Exercise aim:
Your answer should be the lines of the listing that contain the word "canvas".

*** Entries supplied

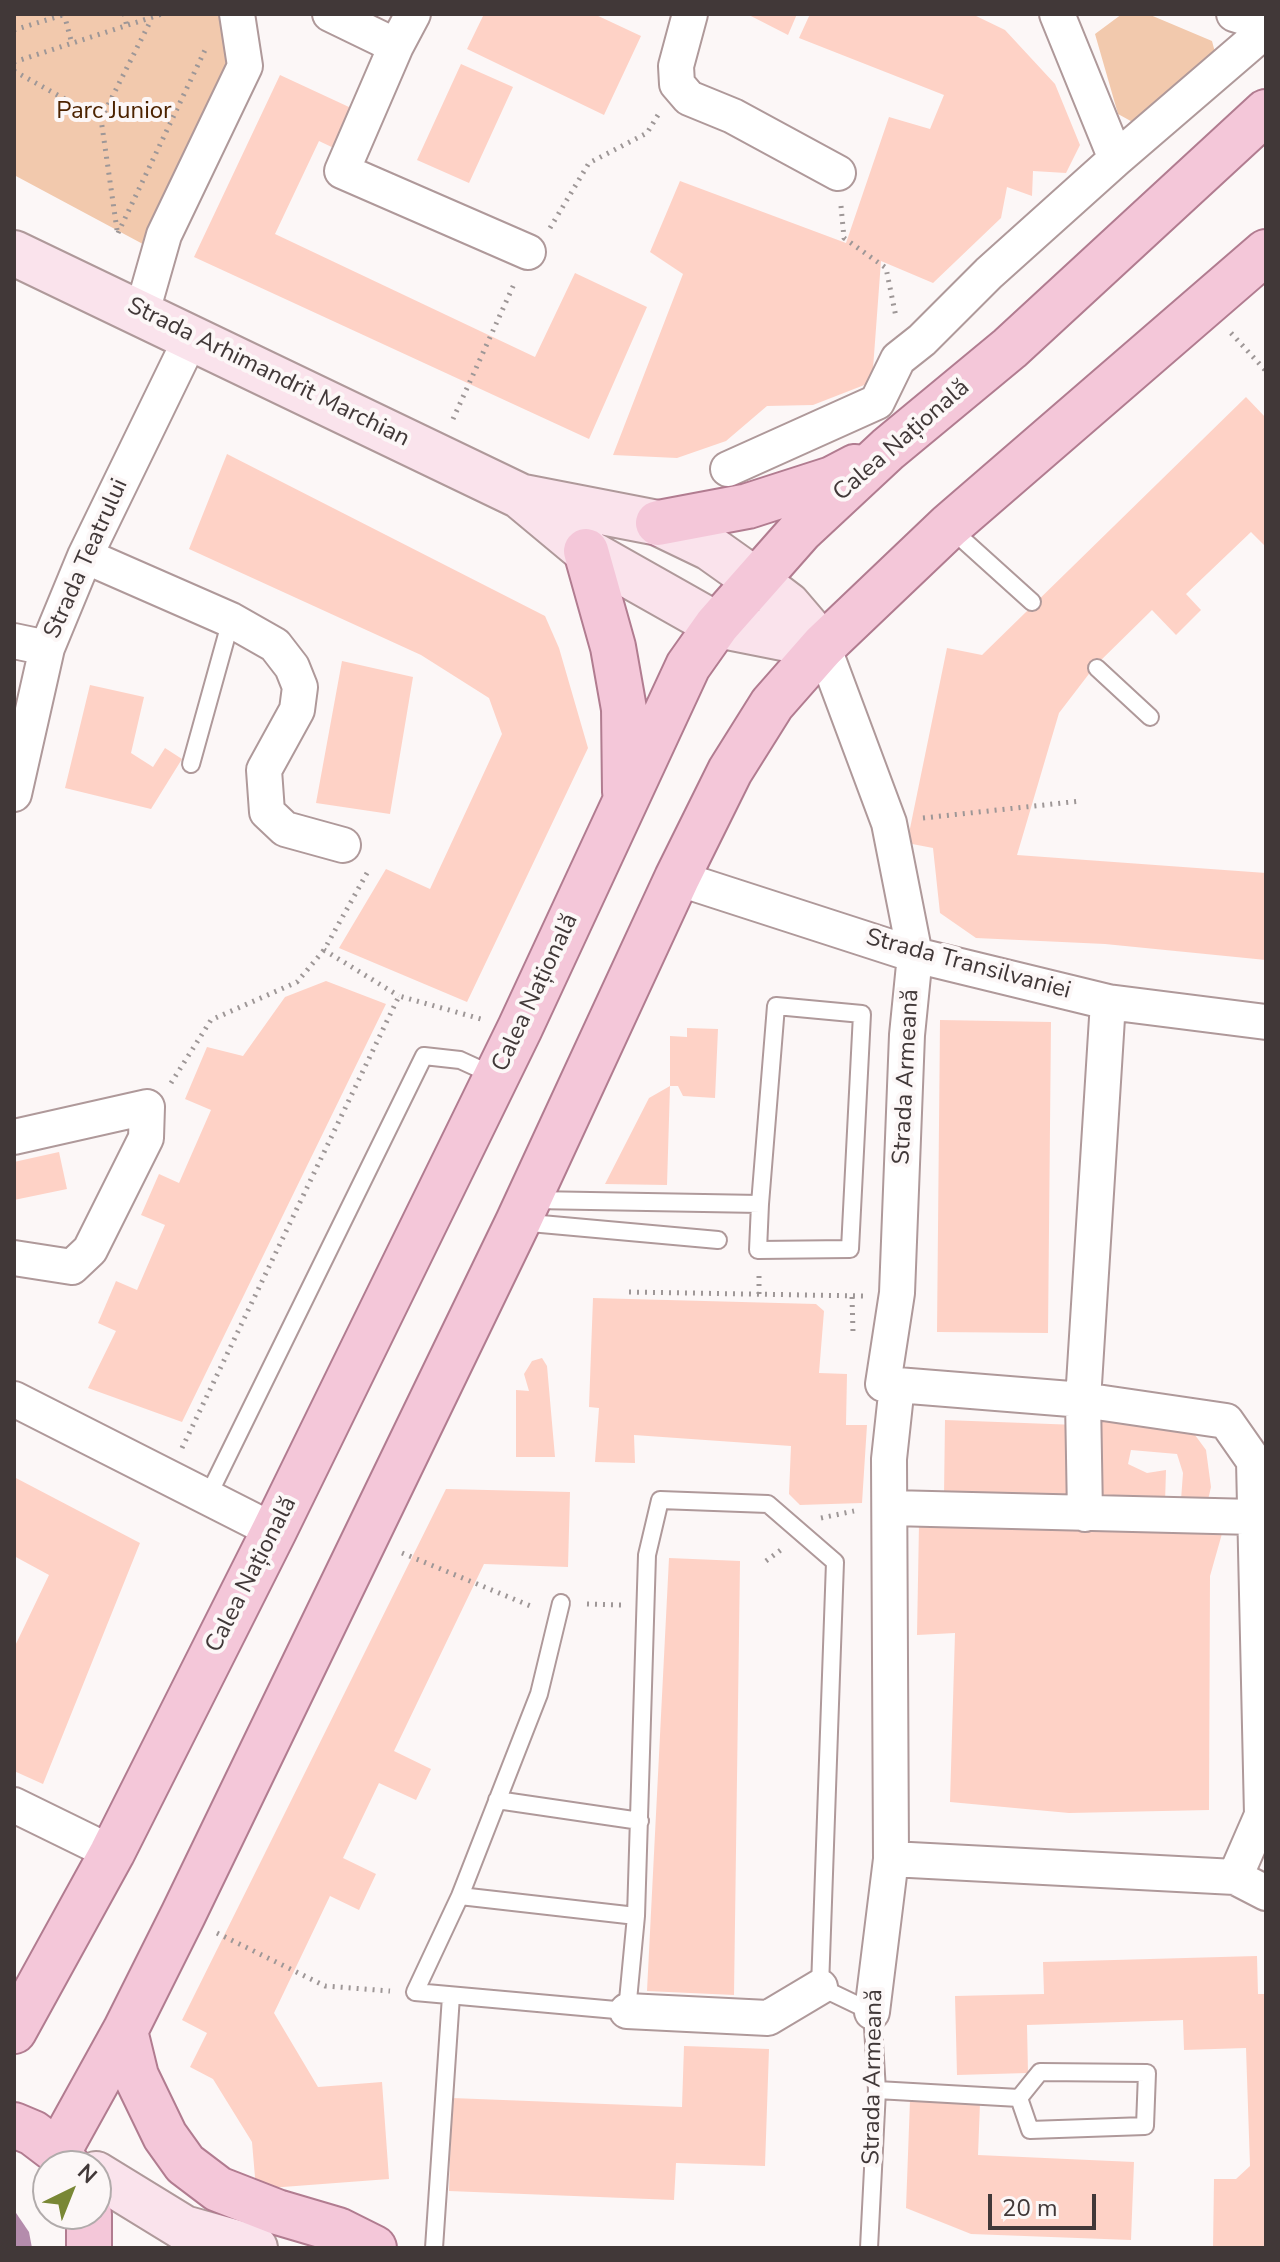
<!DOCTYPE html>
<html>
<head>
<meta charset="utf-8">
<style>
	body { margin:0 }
	#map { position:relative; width:1280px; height:2262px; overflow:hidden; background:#fcf7f7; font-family:"Nunito Sans",sans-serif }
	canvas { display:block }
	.frame { position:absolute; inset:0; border:16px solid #413838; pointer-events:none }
	.north { position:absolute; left:32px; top:2150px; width:80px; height:80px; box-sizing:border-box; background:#fcf7f7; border:2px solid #b1abab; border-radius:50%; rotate:43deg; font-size:22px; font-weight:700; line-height:32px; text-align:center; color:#413838 }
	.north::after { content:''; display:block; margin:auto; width:28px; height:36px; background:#798735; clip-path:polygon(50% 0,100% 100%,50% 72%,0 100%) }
	.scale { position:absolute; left:988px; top:2194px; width:108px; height:36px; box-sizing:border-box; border:4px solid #413838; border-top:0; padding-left:10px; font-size:24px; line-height:28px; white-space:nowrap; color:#413838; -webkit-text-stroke:6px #fcf7f7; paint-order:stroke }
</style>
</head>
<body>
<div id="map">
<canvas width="1280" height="2262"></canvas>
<div class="frame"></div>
<div class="north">N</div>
<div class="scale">20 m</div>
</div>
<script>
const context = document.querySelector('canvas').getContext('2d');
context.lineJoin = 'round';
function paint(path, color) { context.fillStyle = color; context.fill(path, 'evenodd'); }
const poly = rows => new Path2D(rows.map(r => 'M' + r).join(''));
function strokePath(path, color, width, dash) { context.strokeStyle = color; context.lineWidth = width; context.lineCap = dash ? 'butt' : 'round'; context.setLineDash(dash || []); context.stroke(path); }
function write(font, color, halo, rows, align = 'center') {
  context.font = font + ' "Nunito Sans",sans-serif'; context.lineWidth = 8; context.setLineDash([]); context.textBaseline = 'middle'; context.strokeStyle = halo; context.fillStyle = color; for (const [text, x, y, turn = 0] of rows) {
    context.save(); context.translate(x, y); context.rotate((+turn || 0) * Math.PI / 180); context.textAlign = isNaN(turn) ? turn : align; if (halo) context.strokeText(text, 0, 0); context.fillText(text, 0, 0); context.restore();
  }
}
const green = poly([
	[14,14,237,14,245,66,154,250,14,175],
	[1122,14,1148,14,1212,41,1216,56,1138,125,1118,114,1095,34]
]);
const water = poly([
	[14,2210,29,2232,32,2248,14,2248]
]);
const building = poly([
	[484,14,594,14,641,36,604,115,467,49],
	[747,14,797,14,788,35],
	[810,14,972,14,1005,30,1055,84,1080,145,1066,173,1033,171,1032,196,1007,187,1001,218,933,283,881,261,872,382,813,405,767,406,726,441,677,458,613,455,683,274,650,252,680,181,846,243,889,117,930,129,944,95,799,38],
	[461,64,513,87,469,183,417,160],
	[280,75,377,120,359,160,319,141,275,234,535,357,575,273,647,307,589,439,194,257],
	[1246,397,1266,418,1266,547,1251,532,1186,594,1201,610,1176,635,1152,610,1095,666,1059,713,1017,855,1266,873,1266,960,1105,944,976,938,940,913,933,848,907,843,947,648,982,655],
	[227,454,545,616,559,648,588,748,467,1002,339,948,386,869,430,889,502,734,489,698,421,655,189,549],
	[342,661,413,677,390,814,316,803],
	[90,685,144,697,131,753,153,767,165,748,182,759,151,809,65,788],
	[326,981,386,1004,182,1422,88,1388,116,1331,98,1323,116,1281,137,1290,165,1225,141,1215,159,1174,179,1183,211,1110,185,1099,207,1047,243,1056,285,997],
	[940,1020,1051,1022,1048,1333,937,1332],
	[687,1028,718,1029,715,1098,683,1096,678,1086,670,1086,670,1036,687,1037],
	[670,1086,667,1185,605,1184,649,1098],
	[59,1152,67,1189,14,1200,14,1162],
	[593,1298,816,1304,824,1311,819,1373,847,1374,846,1425,867,1425,862,1503,800,1505,789,1494,791,1446,634,1435,635,1463,595,1462,599,1408,589,1407],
	[542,1358,547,1366,555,1457,516,1457,516,1390,529,1391,524,1374,532,1361],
	[1099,1413,1174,1423,1195,1435,1206,1450,1211,1487,1208,1500,1181,1500,1183,1473,1177,1454,1131,1450,1128,1464,1147,1473,1166,1470,1165,1503,1102,1504],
	[945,1420,1077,1425,1075,1500,944,1495],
	[14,1477,140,1543,43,1784,14,1771,14,1648,49,1575,14,1556],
	[446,1489,570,1492,568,1567,484,1564,394,1751,431,1769,416,1800,379,1783,343,1858,376,1874,359,1910,330,1896,274,2013,318,2087,382,2082,389,2179,256,2189,252,2142,213,2079,190,2067,207,2033,182,2020],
	[1225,1523,1210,1576,1209,1810,1069,1813,950,1802,955,1633,917,1635,919,1524],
	[669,1558,740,1561,734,1995,647,1991],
	[1257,1956,1258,1994,1266,1994,1266,2248,1213,2248,1214,2179,1236,2179,1250,2166,1246,2048,1184,2050,1183,2020,1027,2025,1028,2073,957,2075,955,1996,1044,1994,1043,1962],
	[684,2046,769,2049,765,2166,676,2163,674,2200,449,2191,452,2098,682,2107],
	[910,2100,980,2103,978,2155,1134,2162,1131,2240,971,2234,906,2208]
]);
const path = poly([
	[64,14,72,44],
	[124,14,127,27],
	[14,30,66,14],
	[14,62,162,14],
	[14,71,101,119],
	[841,206,844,238,886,268,896,317],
	[550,228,589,163,647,133,658,115],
	[117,230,101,119,151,20],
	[118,233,205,50],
	[1231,333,1266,371],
	[453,419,515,282],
	[923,818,1081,801],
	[367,873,324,950,399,996],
	[171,1083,211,1020,297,982,324,950],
	[759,1276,759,1295],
	[629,1292,864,1296],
	[852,1297,853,1332],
	[182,1448,399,996,481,1019],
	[821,1518,854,1511],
	[402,1553,533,1607],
	[766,1561,782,1549],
	[587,1604,621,1605],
	[217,1933,325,1986,390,1991]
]);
const lane = poly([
	[950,528,1032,602],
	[1097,668,1150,717],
	[191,764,231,620],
	[534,1200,760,1204,758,1250,850,1249,862,1014,776,1006,760,1204],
	[519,1222,718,1240],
	[208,1496,424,1056,460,1060,495,1076],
	[561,1603,539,1694,460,1896,415,1992,627,2011,636,1916,647,1555,660,1500,768,1504,835,1562,820,1987,872,2012,877,2090,869,2248],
	[497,1800,640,1821],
	[460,1896,636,1916],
	[877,2090,1019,2098,1030,2130,1145,2126,1147,2073,1040,2072,1019,2098],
	[434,2248,451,1996]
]);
const street = poly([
	[330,14,396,46,413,14],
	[690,14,676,66,677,84,689,98,733,116,838,173],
	[1057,14,1116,159],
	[1234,14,1266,24],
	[396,46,342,171,528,252],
	[142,312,164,235,245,66,237,14],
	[728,469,877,402,898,359,922,340,989,273,1116,159,1266,30],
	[85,556,231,620,275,645,292,667,300,687,297,710,264,770,267,812,285,829,343,845],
	[14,641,47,648],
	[823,646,889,823,915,955,907,1035,897,1293,883,1384,897,1385,889,1459,891,1859,872,2012],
	[14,794,47,648,85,556,192,336],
	[677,878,915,955,1108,1002,1266,1022],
	[14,1137,147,1107,146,1138,90,1250,72,1267,14,1258],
	[897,1385,1083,1400,1226,1421,1254,1461,1262,1815,1235,1877],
	[14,1399,274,1531],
	[891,1508,1254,1517],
	[1085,1514,1083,1400,1108,1002],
	[14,1805,112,1853],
	[891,1859,1235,1877,1266,1893],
	[627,2011,768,2018,820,1987]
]);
const secondary = poly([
	[14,253,520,496,586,551,717,625,823,646],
	[524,497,658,523,710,548,755,580,788,605,823,646],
	[96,2174,184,2228,255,2248]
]);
const primary = poly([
	[658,523,748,506,832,479,855,467],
	[586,551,613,647,624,709,625,792],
	[14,2031,112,1853,274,1531,520,1028,688,666,717,625,800,531,888,449,1010,348,1266,112],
	[125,2031,136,2076,165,2136,185,2164,218,2189,277,2212,338,2230,374,2248],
	[14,2125,33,2133,58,2152,68,2166],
	[58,2152,125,2031,183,1915,518,1222,677,878,730,771,772,704,823,646,949,526,1266,252],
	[89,2214,89,2248]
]);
const parkNames = [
	["Parc Junior",114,112]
];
const streetNames = [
	["Strada Arhimandrit Marchian",268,373,26],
	["Calea Națională",902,441,-41],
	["Strada Teatrului",87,559,-66],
	["Strada Transilvaniei",968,965,15],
	["Calea Națională",536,993,-65],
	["Strada Armeană",907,1077,-87],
	["Calea Națională",252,1575,-63],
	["Strada Armeană",874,2077,-89]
];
paint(green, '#f2c9ad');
paint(water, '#b48cac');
paint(building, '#fed2c6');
strokePath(lane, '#af999a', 20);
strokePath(street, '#af999a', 38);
strokePath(secondary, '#af999a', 48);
strokePath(primary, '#b17c90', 48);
strokePath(path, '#9e9797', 5, [2, 6]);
strokePath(lane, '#fff', 16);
strokePath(street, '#fff', 34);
strokePath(secondary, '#fae3ec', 44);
strokePath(primary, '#f4c7d9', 44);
write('24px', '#4c2300', '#fcf7f7', parkNames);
write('24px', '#413838', '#fcf7f7', streetNames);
</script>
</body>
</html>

******

Result of this exercise:
	canvas { display:block }
<canvas width="1280" height="2262"></canvas>
const context = document.querySelector('canvas').getContext('2d');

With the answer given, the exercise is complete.